Robert Hughes, one of the most illuminating minds ever to have taken on the subjects of art and culture, uses his same critical abilities to give us a brutally intimate account of his early life, up... This description may be from another edition of this product.

Customer Reviews

5 ratings

Just enjoy

There are a number of literate reviews here. I have no desire to compete with them. I will just say this is a thoroughly enjoyable book. Hughes writes in an informal style that mixes mate speak with with a passionate and articulate love of art. He is relatively honest and frank about his life without descending into the tasteless. He is an elitist but not a snob.

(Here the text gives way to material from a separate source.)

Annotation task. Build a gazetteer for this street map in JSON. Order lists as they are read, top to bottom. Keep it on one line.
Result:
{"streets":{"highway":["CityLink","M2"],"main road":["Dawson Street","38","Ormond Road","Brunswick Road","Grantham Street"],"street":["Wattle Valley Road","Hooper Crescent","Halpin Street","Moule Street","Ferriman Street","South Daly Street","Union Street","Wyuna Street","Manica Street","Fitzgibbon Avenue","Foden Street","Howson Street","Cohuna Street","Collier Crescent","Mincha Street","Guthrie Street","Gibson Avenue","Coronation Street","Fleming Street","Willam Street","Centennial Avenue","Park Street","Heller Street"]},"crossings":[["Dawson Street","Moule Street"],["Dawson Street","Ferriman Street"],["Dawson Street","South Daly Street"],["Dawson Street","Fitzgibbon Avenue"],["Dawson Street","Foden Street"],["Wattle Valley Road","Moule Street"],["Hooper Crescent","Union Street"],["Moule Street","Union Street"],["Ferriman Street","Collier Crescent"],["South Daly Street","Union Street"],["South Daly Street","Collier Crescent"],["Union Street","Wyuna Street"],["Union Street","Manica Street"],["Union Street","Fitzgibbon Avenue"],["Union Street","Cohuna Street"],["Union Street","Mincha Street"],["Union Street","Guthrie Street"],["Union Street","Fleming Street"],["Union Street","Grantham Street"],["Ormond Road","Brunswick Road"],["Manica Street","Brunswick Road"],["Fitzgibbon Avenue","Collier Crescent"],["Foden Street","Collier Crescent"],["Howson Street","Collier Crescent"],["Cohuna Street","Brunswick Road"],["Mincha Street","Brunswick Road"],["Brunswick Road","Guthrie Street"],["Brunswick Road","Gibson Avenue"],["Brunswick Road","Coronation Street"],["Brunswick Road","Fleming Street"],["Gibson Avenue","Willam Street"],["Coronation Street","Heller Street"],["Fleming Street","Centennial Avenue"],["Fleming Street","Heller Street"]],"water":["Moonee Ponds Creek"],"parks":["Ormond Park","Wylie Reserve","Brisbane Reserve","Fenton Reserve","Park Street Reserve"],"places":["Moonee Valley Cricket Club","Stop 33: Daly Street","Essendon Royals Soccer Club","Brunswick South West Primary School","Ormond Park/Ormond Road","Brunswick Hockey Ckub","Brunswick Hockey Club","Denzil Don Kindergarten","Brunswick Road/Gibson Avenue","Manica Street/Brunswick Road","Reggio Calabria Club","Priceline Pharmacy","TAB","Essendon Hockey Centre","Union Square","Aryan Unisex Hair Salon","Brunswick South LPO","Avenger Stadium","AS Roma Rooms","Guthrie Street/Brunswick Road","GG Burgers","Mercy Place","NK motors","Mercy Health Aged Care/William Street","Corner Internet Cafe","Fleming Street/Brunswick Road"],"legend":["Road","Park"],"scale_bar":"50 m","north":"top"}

As one who lived through the sixties I think he describes the decade in an accurate if somewhat withering way. If you are looking for a book that is well written and generally a joy to read I would highly recommend this.

Best when not about art

I arrived at this autobiography as a fan of "The Fatal Shore" and "Culture of Complaint", and having no recollection of having read any of Mr. Hughes' art criticism (or much of anybody else's, either). Therefore, I was satisfied picking up some interesting observations and historical perspective along the way, due to his recollections of the art scene and waves of names, many of whom meant nothing to me. Two points stand out regarding culture: Hughes certainly thinks little of the 1960s, except for missing the unspoiled travel destinations, and he certainly thinks little of Australia, even for an ex-pat. I was left wondering how much of that distaste was for a lack of cultural sophistication in Australia and how much was personal baggage and other factors. Hughes is quite frank throughout, not afraid to jab anyone in sight, including himself on many occasions for being guilty of immaturity, stupidity, laziness, rudeness and many other qualities. Of course, there is no shortage of self-praise, either. Some reviewers complain about his "elitism", a standard accusation against Hughes. That seems almost inescapable in an art critic, and the level here did not bother me at all, other than the disdain for Australia. The opening chapter on Hughes' near-fatal accident is excellent. Another highlight is his early years through his Catholic education and his blunt explanation about how the threads were pulled and he fell from faith. What could have been too mean-spirited was softened by genuine respect for the educators and priests who made a positive difference. Another powerful, but brief, topic was his disastrous first marriage. My, what an entertaining mess. The autobiography ends in 1970 when Hughes arrives in America to be the in-house critic for Time, back when Time (as Hughes himself admits) had far more importance than it does today. That's a fair stopping point, given the coverage of his car accident. Another few chapters on life in America and beyond could easily have made the book too long, and perhaps the opportunities for fresh insights and stories weren't there. After all, relative middle age usually isn't all that entertaining.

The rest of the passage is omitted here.